Relief for Mah Satyam: HC stays ED order attaching Rs 822 cr FDs

Representational Image. AFP

Vivek Reddy, counsel for Msat, said the court has admitted the writ petition filed by Satyam questioning the jurisdiction of the provisional attachment order.

The court observed that the company was revived by the Government and invoking money laundering proceedings against the same company would be counterproductive to the efforts undertaken by another government agency.

The ED had attached the accounts of SCSL, saying its probe found that Raju and his associates “wrongfully” offloaded inflated shares of the said company by way of sale or pledging of shares.

The ED had said Raju and his family members allegedly “lured” investors into buying these shares by publishing “false” information about the financial credentials of the scam-hit company.
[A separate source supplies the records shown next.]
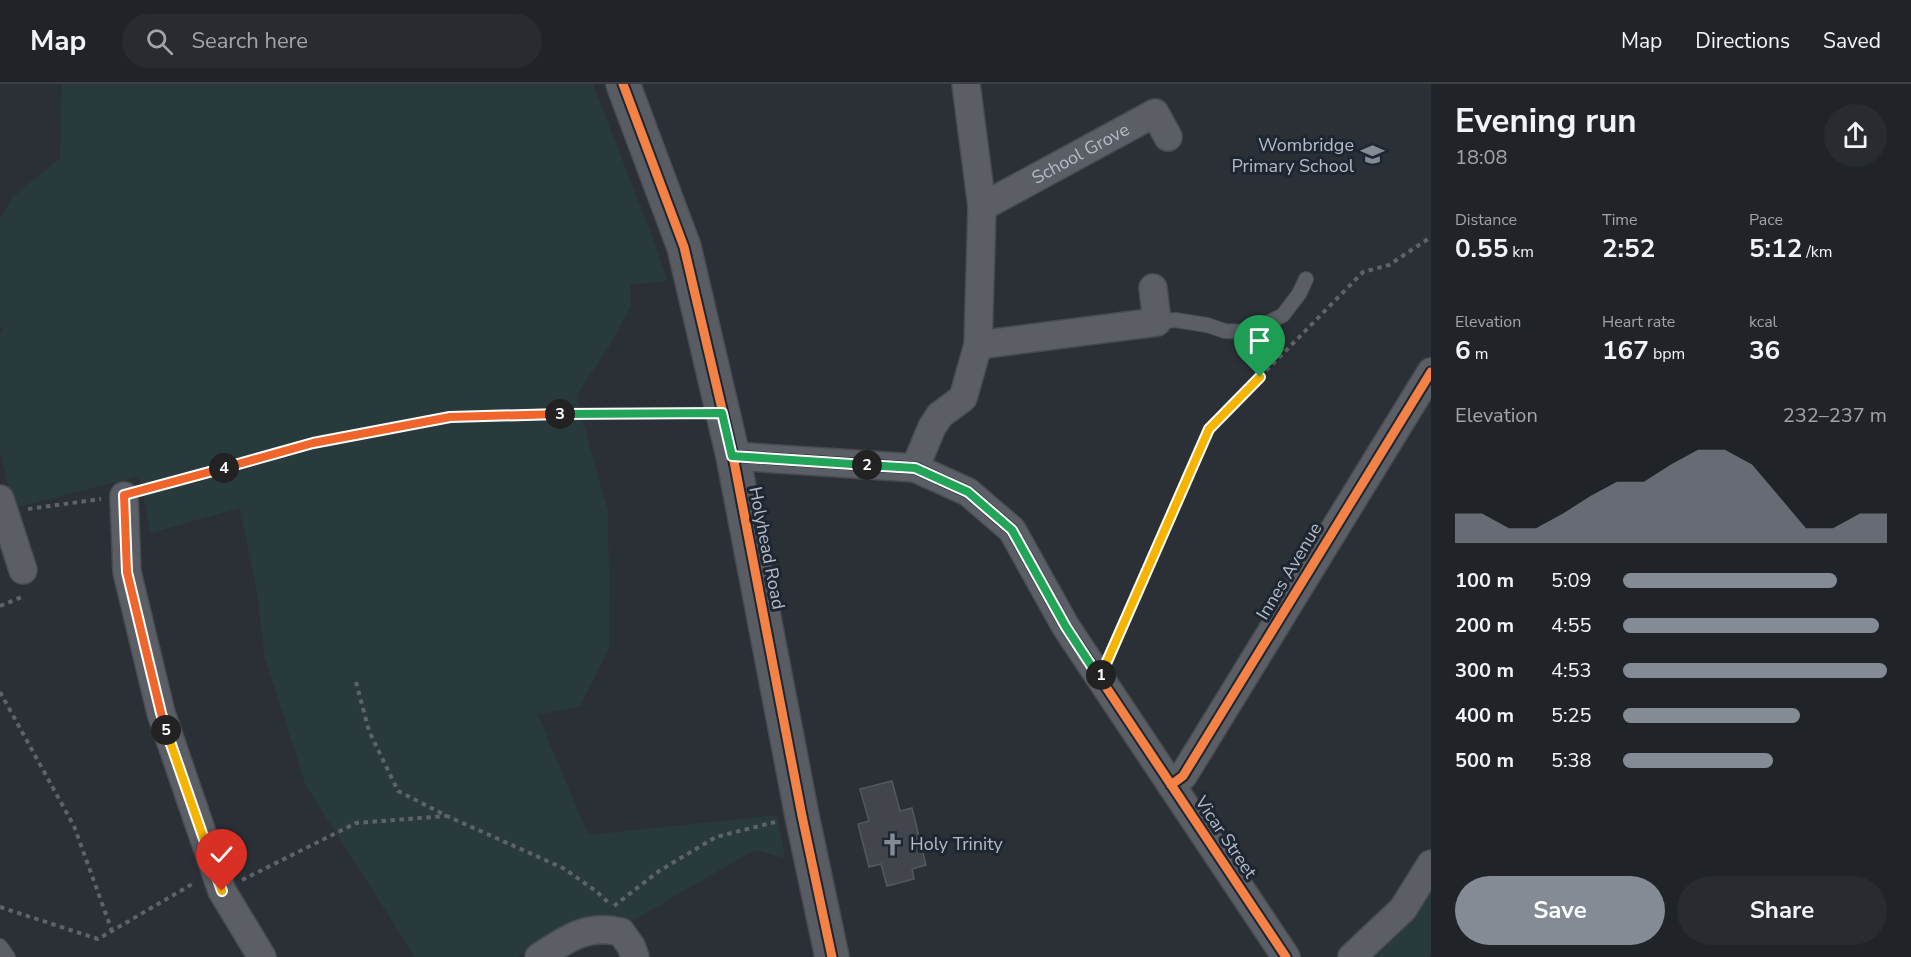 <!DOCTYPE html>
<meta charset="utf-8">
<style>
:root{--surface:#202429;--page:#282c31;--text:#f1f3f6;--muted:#a2a4a8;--line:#3d4146;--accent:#858b95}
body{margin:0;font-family:"Nunito Sans",sans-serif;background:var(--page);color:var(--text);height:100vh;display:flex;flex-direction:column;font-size:22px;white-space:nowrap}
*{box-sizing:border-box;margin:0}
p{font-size:20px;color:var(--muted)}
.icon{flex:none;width:33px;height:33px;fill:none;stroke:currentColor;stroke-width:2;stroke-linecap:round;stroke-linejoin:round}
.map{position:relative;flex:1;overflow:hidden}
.side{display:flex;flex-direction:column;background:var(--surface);width:480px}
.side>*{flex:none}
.pin{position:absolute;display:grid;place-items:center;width:51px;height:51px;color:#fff;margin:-62px -26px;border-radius:50% 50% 50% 0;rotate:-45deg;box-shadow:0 0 6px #0007}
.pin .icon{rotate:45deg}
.km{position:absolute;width:30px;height:30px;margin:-15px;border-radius:50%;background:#222;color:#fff;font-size:16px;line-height:30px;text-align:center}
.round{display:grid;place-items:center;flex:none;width:63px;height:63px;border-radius:32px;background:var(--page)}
.headline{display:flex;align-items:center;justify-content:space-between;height:102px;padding:0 24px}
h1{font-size:33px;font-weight:700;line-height:45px}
.stats{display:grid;grid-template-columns:repeat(3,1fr);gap:9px;height:102px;padding:6px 24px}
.stats div{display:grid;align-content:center}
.stats b{font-size:26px;font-weight:700}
.stats small{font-size:16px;font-weight:400}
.stats p{font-size:16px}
.chart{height:168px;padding:12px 24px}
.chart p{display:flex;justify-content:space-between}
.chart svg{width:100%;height:108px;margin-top:6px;fill:var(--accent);opacity:.7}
.primary-button{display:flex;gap:12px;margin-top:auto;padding:12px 24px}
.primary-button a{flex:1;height:69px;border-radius:36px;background:var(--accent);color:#fff;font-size:24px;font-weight:700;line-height:69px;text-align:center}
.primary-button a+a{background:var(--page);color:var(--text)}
ul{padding:0 24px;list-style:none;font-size:20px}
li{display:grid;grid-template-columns:96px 72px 1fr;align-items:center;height:45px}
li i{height:15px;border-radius:8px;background:var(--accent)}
header{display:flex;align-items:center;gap:36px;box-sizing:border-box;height:84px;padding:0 30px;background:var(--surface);border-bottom:2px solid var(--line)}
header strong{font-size:28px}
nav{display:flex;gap:33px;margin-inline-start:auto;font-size:21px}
.search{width:420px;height:54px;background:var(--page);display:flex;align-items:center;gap:15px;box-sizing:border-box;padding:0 21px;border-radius:33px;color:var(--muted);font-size:22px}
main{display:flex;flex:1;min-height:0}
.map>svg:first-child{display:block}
.green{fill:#283a3c}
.building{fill:#42464c;stroke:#53575f;stroke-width:1.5}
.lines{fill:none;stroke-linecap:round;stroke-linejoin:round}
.lane-casing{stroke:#484c52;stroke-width:16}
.street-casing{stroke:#484c52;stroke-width:30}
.secondary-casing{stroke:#484c52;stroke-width:36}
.path{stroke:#5d6369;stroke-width:4;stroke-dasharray:4.5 4.5;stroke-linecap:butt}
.lane{stroke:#5b5e65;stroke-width:14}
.street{stroke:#5b5e65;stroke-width:27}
.secondary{stroke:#595d63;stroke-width:33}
.cycleway-casing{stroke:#1e2632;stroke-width:13}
.cycleway{stroke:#f48246;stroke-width:9}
.split-1-casing{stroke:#fff;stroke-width:12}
.split-2-casing{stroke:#fff;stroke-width:12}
.split-3-casing{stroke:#fff;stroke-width:12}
.split-4-casing{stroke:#fff;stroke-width:12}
.split-5-casing{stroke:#fff;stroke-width:12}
.split-6-casing{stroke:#fff;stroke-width:12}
.split-1{stroke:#f5b400;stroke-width:8}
.split-2{stroke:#22a559;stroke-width:8}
.split-3{stroke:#22a559;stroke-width:8}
.split-4{stroke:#f0652b;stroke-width:8}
.split-5{stroke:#f0652b;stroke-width:8}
.split-6{stroke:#f5b400;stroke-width:8}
.labels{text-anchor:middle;stroke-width:6;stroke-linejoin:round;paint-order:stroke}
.poi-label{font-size:18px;fill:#b5bcc8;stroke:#1e2632;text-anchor:end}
.street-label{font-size:18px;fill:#b5bcc8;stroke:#1e2632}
</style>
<header>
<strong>Map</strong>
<div class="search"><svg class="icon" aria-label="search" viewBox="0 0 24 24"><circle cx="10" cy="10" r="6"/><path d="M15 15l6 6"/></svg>Search here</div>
<nav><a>Map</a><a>Directions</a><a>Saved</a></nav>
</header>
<main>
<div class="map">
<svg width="1431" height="873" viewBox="0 0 1431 873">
<rect width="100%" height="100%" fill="#2b3037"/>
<path class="green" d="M 62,0 L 593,0 L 653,155 L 667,197 L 630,201 L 631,221 L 610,261 L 576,312 L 608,428 L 610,563 L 580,622 L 538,631 L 588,751 L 777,731 L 785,774 L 754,766 L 632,837 L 572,839 L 518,873 L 415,873 L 306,702 L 265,574 L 257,509 L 240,424 L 151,449 L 139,392 L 14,424 L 0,369 L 0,251 L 3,245 L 0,242 L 0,135 L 13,113 L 60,74 Z
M 1431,801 L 1431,869 L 1428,873 L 1374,873 L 1410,839 Z"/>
<path class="building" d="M 892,697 L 900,727 L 912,724 L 926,781 L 912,785 L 914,795 L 887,802 L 881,780 L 869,783 L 858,740 L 869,737 L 860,705 Z"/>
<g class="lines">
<defs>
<path id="lane" d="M 1157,238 L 1175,236 L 1207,241 L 1225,247 L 1250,248 L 1283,231 L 1299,210 L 1306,195
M 0,862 L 8,873"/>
<g id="street">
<path id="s1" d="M 966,0 L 982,123 L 1155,29 L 1168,53"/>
<path d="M 982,123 L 978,261 L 1157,238 L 1153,204"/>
<path d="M 733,372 L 915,384 L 968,408 L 1012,446 L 1066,543 L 1286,873"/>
<path d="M 915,384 L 932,343 L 940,331 L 963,314 L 978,261"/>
<path d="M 124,412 L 127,488 L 161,629 L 222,807 L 262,873"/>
<path d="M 0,415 L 23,486"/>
<path d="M 1171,701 L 1183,692 L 1431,288"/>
<path d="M 539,873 C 567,855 586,840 621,848 L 631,862 L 635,873"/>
<path d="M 1352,873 L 1403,825 L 1431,780"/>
</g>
<path id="secondary" d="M 623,0 L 684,163 L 733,372 L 802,732 L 832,873"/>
</defs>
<use href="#lane" class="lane-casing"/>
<use href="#street" class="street-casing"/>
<use href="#secondary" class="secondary-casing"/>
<path class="path" d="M 147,405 L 313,359 L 450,333 L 553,330 L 694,329
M 28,425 L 101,415
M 0,522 L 24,512
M 1112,567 L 1209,345 L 1363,188 L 1389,181 L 1431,153
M 356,598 L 369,647 L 398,707 L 447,732 L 563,784 L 596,807 L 611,821
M 0,608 L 74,742 L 112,847
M 242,796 L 356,739 L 446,732
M 614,822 L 659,787 L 716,753 L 775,738
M 0,823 L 98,855 L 194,799"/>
<use href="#lane" class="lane"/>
<use href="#street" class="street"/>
<use href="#secondary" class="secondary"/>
<defs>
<path id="cycleway" d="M 623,0 L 684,163 L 733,372 L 802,732 L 832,873
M 733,372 L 915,384 L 968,408 L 1012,446 L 1066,543 L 1286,873
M 1171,701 L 1183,692 L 1431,288"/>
</defs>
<use href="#cycleway" class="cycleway-casing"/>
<use href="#cycleway" class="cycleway"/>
</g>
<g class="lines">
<defs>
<path id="split-1" d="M 1101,591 L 1209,345 L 1260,293"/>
<path id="split-2" d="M 867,381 L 915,384 L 968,408 L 1012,446 L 1066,543 L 1100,595 L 1101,591"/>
<path id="split-3" d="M 560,330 L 722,329 L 732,372 L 867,381"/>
<path id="split-4" d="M 224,384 L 313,359 L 450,333 L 560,330"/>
<path id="split-5" d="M 166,646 L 161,629 L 127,488 L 124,411 L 224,384"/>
<path id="split-6" d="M 166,646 L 222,807"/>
</defs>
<use href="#split-1" class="split-1-casing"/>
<use href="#split-2" class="split-2-casing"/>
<use href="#split-3" class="split-3-casing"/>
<use href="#split-4" class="split-4-casing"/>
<use href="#split-5" class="split-5-casing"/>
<use href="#split-6" class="split-6-casing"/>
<use href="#split-1" class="split-1"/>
<use href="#split-2" class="split-2"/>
<use href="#split-3" class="split-3"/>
<use href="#split-4" class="split-4"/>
<use href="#split-5" class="split-5"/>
<use href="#split-6" class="split-6"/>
</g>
<defs>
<symbol id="school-bare" viewBox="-9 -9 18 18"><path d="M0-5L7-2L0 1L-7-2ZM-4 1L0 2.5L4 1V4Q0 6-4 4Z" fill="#858b95" stroke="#1e2632" stroke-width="2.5" paint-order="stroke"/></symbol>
<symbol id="church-bare" viewBox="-9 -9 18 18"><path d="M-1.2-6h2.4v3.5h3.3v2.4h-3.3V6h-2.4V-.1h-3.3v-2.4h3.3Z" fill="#858b95" stroke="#1e2632" stroke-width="2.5" paint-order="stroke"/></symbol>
</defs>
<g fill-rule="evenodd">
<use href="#school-bare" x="1356" y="54" width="33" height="33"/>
<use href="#church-bare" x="876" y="744" width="33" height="33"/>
</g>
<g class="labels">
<g class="poi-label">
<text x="1354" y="67">Wombridge<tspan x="1354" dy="21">Primary School</tspan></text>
<text x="910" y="766" text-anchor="start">Holy Trinity</text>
</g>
<g class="street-label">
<text dy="6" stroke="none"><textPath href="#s1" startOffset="236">School Grove</textPath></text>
<text transform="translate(767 464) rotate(79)" y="6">Holyhead Road</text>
<text transform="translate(1289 487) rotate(-59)" y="6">Innes Avenue</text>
<text transform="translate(1226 753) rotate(56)" y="6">Vicar Street</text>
</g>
</g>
</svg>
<div class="pin" style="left:1260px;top:293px;background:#1e9e55"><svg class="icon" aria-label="arrive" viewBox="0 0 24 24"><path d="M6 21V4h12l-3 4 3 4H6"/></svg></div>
<div class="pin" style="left:222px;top:807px;background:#d93025"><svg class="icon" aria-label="check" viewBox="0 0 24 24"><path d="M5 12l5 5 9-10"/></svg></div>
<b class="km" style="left:1101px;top:591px">1</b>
<b class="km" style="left:867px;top:381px">2</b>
<b class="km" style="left:560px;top:330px">3</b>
<b class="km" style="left:224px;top:384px">4</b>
<b class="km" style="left:166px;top:646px">5</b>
</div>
<section class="side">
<div class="headline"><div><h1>Evening run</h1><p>18:08</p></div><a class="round"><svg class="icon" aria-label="share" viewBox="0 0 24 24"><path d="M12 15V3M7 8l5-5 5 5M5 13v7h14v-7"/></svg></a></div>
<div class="stats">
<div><p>Distance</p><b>0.55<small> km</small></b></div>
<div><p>Time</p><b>2:52</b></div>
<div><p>Pace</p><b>5:12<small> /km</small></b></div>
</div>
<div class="stats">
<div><p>Elevation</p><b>6<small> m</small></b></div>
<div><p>Heart rate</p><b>167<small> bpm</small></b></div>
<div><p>kcal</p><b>36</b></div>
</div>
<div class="chart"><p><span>Elevation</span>232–237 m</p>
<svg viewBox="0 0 160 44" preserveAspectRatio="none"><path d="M0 44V32L10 32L20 38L30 38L40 32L50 25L60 19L70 19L80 12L90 6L100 6L110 12L120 25L130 38L140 38L150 32L160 32V44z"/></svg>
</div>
<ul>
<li><b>100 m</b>5:09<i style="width:81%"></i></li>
<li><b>200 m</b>4:55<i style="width:97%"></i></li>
<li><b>300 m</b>4:53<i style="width:100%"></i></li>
<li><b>400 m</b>5:25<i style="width:67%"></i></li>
<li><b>500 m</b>5:38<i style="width:57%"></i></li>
</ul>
<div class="primary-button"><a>Save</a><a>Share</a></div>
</section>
</main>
MSat in its petition said that the attachment order is in violation of the orders of CLB which directed infusion of fresh capital to revive and rehabilitate the fraud-hit company.

The fixed deposits, which have been attached by the ED, are the result of the funds infusion made by the new promoter.

The attachment order defeats the process of the revival of the Company which was the objective of the CLB order and steps taken by the Government of India, Ministry of Corporate Affairs, the IT major said.

Reacting to the high court order, MSat said the interim judgement would give reassurance to its customers and stakeholders.

“The HC’s interim judgement vindicates our position and should give further re-assurance to all our customers and stakeholders regarding our ability to carry on business as usual,” ITS said in a statement.